The "Latino" Food Lion, as it's called in la comunidad, has an entire aisle dedicated to Hispanic foods, part of a year-old company initiative which includes a dozen varieties of peppers in the produce section, tamales in the freezer and thinner cuts of beef and lamb used in Mexican cooking.
The Carrboro Plaza store was one of five in the Triangle targeted by Lexington-based Food Lion to better serve the immigrant market.
Shelves display bottled horchata, sodas and juices flavored with mango or tamarind and chips made not from potatoes but yuca and plaintains. Dried spices and corn husks for tamales hang in plastic bags on metal hooks. Typical foods have Latin American flair: glass jars of
mayonesa, tuna flecked with jalapeno, chili-spiced candy.

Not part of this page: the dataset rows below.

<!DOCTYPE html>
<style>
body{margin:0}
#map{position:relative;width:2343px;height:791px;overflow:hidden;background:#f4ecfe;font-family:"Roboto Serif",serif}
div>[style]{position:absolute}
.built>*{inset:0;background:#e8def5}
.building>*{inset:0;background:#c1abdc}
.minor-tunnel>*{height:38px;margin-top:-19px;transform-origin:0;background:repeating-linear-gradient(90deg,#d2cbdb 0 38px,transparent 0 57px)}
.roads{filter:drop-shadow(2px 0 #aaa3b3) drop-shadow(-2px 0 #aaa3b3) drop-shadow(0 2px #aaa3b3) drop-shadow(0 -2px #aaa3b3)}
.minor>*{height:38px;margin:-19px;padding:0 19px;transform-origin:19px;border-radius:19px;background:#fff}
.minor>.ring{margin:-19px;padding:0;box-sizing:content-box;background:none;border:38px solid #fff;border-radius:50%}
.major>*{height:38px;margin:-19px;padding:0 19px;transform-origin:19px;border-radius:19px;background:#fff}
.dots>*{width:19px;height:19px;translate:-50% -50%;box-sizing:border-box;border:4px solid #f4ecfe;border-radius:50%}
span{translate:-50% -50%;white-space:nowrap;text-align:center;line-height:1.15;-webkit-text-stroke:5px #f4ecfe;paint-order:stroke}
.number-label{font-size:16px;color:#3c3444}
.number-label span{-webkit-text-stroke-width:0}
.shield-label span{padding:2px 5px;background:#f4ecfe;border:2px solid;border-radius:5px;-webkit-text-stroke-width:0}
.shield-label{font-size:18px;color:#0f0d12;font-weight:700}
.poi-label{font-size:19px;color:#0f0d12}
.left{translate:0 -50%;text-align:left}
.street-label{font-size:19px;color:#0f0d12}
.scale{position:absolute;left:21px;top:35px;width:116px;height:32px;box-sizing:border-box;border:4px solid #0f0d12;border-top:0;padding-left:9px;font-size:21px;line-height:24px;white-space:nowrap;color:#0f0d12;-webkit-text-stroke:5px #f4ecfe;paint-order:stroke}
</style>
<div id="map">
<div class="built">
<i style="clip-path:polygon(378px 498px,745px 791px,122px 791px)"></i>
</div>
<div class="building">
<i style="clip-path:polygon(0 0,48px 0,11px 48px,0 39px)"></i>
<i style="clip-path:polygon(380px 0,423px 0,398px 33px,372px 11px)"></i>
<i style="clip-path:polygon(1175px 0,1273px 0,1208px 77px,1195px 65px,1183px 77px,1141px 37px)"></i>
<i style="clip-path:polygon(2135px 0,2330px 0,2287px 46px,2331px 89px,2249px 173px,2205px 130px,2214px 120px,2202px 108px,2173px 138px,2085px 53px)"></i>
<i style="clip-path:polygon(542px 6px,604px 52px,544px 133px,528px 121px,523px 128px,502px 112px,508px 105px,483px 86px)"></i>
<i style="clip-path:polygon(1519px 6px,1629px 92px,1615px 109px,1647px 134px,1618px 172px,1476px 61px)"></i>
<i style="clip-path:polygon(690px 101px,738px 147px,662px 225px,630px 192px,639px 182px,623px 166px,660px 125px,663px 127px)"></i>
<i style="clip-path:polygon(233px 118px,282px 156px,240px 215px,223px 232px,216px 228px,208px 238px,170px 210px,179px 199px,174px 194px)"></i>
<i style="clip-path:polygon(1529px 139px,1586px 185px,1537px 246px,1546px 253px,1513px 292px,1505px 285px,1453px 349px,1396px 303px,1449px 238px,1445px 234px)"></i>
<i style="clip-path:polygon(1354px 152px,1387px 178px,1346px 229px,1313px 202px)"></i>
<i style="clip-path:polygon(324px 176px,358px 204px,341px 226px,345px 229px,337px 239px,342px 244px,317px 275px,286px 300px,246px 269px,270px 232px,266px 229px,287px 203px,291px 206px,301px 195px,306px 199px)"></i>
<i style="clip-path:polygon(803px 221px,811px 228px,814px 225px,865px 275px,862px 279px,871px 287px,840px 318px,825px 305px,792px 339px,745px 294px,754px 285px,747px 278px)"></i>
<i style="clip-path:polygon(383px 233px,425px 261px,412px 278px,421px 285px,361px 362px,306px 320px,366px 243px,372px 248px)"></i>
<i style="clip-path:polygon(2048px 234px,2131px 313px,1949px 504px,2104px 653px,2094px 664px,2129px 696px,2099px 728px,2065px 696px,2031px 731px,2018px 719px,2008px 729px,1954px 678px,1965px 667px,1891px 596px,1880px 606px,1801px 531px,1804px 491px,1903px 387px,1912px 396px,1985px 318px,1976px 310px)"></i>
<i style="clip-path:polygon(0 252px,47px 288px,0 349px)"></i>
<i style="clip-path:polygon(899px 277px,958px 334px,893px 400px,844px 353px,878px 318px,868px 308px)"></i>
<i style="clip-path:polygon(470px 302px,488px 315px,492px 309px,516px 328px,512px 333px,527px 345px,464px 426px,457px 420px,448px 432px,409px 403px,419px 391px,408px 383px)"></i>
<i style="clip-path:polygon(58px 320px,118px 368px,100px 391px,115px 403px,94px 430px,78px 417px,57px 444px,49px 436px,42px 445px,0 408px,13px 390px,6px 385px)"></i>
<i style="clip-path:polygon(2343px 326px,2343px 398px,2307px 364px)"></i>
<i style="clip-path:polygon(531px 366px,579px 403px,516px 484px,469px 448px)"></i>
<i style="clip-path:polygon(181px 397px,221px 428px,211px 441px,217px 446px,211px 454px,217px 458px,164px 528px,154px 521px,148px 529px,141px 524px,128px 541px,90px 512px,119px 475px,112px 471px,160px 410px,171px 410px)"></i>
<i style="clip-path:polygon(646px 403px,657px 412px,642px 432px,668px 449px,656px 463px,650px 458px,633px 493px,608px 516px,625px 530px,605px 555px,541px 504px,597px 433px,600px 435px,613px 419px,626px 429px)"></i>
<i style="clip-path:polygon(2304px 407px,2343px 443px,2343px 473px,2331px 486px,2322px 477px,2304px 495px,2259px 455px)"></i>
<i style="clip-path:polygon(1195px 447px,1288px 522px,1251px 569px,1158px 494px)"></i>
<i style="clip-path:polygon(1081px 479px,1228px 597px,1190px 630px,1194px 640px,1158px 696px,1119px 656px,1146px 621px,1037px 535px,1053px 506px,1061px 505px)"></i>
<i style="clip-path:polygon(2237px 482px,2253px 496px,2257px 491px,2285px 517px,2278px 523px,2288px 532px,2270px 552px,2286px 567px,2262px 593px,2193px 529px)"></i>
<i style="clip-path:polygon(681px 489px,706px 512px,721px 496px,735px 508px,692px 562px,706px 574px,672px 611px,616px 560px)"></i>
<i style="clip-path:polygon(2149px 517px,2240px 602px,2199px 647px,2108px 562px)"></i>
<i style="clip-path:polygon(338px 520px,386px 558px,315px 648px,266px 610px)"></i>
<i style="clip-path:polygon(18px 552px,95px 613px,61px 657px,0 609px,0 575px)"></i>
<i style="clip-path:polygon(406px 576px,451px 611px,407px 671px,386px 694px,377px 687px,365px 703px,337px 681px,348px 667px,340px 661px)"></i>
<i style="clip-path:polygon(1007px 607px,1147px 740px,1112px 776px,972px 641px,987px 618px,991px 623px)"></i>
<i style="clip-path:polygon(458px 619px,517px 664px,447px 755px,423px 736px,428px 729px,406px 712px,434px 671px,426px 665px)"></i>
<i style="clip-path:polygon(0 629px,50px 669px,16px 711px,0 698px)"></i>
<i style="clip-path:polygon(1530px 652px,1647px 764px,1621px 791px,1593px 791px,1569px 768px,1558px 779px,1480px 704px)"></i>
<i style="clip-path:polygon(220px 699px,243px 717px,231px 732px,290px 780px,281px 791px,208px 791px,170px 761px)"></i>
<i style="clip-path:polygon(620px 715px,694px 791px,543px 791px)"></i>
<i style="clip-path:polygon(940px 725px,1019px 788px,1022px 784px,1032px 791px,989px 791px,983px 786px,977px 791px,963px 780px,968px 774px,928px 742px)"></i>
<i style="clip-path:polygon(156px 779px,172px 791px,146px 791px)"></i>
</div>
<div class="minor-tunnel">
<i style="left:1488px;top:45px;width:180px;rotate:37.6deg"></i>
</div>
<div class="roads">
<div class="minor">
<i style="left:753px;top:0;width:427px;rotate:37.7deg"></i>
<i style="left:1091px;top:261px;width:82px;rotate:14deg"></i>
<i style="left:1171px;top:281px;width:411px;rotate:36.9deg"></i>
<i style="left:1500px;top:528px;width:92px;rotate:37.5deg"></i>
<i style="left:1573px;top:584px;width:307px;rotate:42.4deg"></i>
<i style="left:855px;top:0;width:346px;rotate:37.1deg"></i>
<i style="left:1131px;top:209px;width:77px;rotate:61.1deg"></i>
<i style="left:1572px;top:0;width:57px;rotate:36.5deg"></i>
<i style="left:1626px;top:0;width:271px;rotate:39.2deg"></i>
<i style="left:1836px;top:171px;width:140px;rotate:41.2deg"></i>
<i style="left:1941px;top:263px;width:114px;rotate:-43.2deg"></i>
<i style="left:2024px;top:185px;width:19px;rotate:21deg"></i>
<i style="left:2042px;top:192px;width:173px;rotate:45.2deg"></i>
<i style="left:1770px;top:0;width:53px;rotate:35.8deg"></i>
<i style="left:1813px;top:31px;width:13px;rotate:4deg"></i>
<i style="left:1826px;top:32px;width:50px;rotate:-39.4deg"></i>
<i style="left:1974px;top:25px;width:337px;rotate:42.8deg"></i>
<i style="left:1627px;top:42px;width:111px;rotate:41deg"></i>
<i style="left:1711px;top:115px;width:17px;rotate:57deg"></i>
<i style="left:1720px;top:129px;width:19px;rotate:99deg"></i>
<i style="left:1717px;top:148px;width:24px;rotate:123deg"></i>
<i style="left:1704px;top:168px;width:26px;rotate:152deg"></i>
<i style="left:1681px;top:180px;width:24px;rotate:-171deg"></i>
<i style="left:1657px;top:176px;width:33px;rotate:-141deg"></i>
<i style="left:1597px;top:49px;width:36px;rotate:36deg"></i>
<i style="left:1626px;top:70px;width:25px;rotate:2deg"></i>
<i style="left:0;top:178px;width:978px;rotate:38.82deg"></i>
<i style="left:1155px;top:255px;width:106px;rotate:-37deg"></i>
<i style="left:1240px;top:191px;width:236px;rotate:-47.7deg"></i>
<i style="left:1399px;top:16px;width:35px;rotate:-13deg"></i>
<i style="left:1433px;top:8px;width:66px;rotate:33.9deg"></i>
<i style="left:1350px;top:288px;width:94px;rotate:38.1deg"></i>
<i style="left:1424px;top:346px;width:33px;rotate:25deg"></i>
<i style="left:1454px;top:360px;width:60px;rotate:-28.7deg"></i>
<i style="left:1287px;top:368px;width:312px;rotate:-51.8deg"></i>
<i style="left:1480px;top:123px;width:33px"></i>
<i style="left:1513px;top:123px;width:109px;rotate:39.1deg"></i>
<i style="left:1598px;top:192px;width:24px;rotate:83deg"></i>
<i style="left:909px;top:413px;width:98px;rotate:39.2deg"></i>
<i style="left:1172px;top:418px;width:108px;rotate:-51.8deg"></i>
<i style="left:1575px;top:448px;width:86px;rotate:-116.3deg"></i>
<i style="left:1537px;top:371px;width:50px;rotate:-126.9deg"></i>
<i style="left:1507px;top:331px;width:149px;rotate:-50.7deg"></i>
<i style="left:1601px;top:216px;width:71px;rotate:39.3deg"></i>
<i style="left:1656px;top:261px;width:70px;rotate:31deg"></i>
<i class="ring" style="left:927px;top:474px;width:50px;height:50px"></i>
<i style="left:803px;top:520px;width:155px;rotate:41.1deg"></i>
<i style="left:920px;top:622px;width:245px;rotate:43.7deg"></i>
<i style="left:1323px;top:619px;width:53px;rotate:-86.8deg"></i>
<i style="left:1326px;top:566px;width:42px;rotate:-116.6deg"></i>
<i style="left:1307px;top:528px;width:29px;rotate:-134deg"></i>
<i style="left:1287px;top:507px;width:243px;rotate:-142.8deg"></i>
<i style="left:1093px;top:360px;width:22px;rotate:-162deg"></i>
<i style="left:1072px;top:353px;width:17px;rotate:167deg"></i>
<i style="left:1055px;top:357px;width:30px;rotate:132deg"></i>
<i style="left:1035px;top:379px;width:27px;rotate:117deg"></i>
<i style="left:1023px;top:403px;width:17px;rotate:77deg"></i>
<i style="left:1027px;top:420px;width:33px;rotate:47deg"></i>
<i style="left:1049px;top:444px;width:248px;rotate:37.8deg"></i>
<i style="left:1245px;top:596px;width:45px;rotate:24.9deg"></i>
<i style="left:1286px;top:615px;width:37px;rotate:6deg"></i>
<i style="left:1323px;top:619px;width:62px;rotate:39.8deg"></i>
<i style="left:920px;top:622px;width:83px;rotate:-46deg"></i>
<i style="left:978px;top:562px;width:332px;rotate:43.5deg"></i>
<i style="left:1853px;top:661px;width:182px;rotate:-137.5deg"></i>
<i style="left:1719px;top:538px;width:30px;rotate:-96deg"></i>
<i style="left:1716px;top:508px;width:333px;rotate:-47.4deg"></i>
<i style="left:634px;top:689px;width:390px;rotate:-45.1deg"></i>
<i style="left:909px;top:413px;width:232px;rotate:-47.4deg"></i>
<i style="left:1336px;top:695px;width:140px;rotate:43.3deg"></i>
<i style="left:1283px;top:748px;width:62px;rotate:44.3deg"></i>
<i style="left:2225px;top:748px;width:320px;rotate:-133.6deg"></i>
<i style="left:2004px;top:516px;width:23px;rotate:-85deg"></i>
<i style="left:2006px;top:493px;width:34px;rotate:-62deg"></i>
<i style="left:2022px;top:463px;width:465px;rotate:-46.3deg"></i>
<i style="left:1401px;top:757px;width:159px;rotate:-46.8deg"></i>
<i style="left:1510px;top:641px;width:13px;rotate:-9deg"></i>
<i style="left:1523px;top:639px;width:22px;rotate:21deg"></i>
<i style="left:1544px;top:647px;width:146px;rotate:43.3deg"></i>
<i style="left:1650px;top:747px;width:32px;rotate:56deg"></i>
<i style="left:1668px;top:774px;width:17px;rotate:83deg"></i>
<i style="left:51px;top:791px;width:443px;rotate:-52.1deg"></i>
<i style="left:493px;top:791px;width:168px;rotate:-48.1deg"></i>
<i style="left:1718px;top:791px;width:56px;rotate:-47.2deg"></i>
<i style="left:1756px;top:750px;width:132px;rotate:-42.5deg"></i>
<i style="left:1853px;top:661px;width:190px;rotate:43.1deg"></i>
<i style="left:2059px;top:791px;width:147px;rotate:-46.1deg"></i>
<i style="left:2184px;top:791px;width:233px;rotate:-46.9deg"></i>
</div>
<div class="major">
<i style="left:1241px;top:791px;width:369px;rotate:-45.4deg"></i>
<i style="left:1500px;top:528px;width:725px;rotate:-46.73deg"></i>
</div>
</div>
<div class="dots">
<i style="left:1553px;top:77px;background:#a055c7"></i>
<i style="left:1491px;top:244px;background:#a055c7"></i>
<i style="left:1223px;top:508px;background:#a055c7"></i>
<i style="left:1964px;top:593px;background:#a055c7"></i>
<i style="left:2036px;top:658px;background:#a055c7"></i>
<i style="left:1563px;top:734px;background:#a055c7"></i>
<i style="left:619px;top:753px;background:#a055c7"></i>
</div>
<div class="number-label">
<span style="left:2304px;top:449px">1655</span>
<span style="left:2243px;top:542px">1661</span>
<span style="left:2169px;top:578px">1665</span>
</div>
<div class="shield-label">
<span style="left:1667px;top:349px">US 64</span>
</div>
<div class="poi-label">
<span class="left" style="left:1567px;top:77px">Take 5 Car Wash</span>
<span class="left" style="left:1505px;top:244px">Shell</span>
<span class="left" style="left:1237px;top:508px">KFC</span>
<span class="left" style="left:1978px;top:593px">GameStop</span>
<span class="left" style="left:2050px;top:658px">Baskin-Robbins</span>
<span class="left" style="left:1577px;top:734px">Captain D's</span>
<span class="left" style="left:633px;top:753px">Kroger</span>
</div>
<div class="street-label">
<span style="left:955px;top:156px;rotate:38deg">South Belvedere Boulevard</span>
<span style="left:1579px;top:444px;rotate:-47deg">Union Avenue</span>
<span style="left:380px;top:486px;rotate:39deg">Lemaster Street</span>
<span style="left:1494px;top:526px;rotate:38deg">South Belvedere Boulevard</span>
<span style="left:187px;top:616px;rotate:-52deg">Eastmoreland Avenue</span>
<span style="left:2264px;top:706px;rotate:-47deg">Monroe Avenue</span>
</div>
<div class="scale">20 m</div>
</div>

On Thursday, 33-year-old Alejandra Rivera drove past the Food Lion at the Willow Creek Shopping Center to buy tostadas at the Carrboro Plaza Food Lion.
"The other is smaller," she said. "They have fewer things."
Twice a week, she comes to Carrboro Plaza to shop at Food Lion and Dollar General.
"We comes to Torero's a lot," she said.
That's good news for Patiño, who said gaining El Centro Hispano at the plaza will bring even more business as it attracts families with children for activities like self-esteem seminars for youth and tutoring for schoolchildren.
Eventually, El Centro plans to offer the same programs it has at its Durham headquarters, including children's soccer and parent support groups.
"That's just really good for families," Patiño said.
El Centro director Pilar Rocha said her agency followed the Latino Community Credit Union to the plaza, returning a favor, as the credit union started in El Centro's offices in downtown Durham, aiming to protect immigrants' money from muggers. That sort of social mission continues to drive both organizations, though LCCU recently grew into its own headquarters.
"We believe that that's the model," said Rocha. "It's really a combined effort."
On Thursday afternoon, Juan Ariza, Luna's co-worker with the Super Clean painting company, munched on a pastry from La Panaderia y Posteleria Pahuatlan. The pair visit two or three times a week.
Sitting in their work van, Ariza rattles off the list of businesses he frequents, all of them serving Anglos as their primary clientele: Food Lion, Torero's Mexican restaurant, Duron Paints and another plaza business as American as it gets.
"Chicken Man," he says, searching for the name in his new language. "No, Wing Man."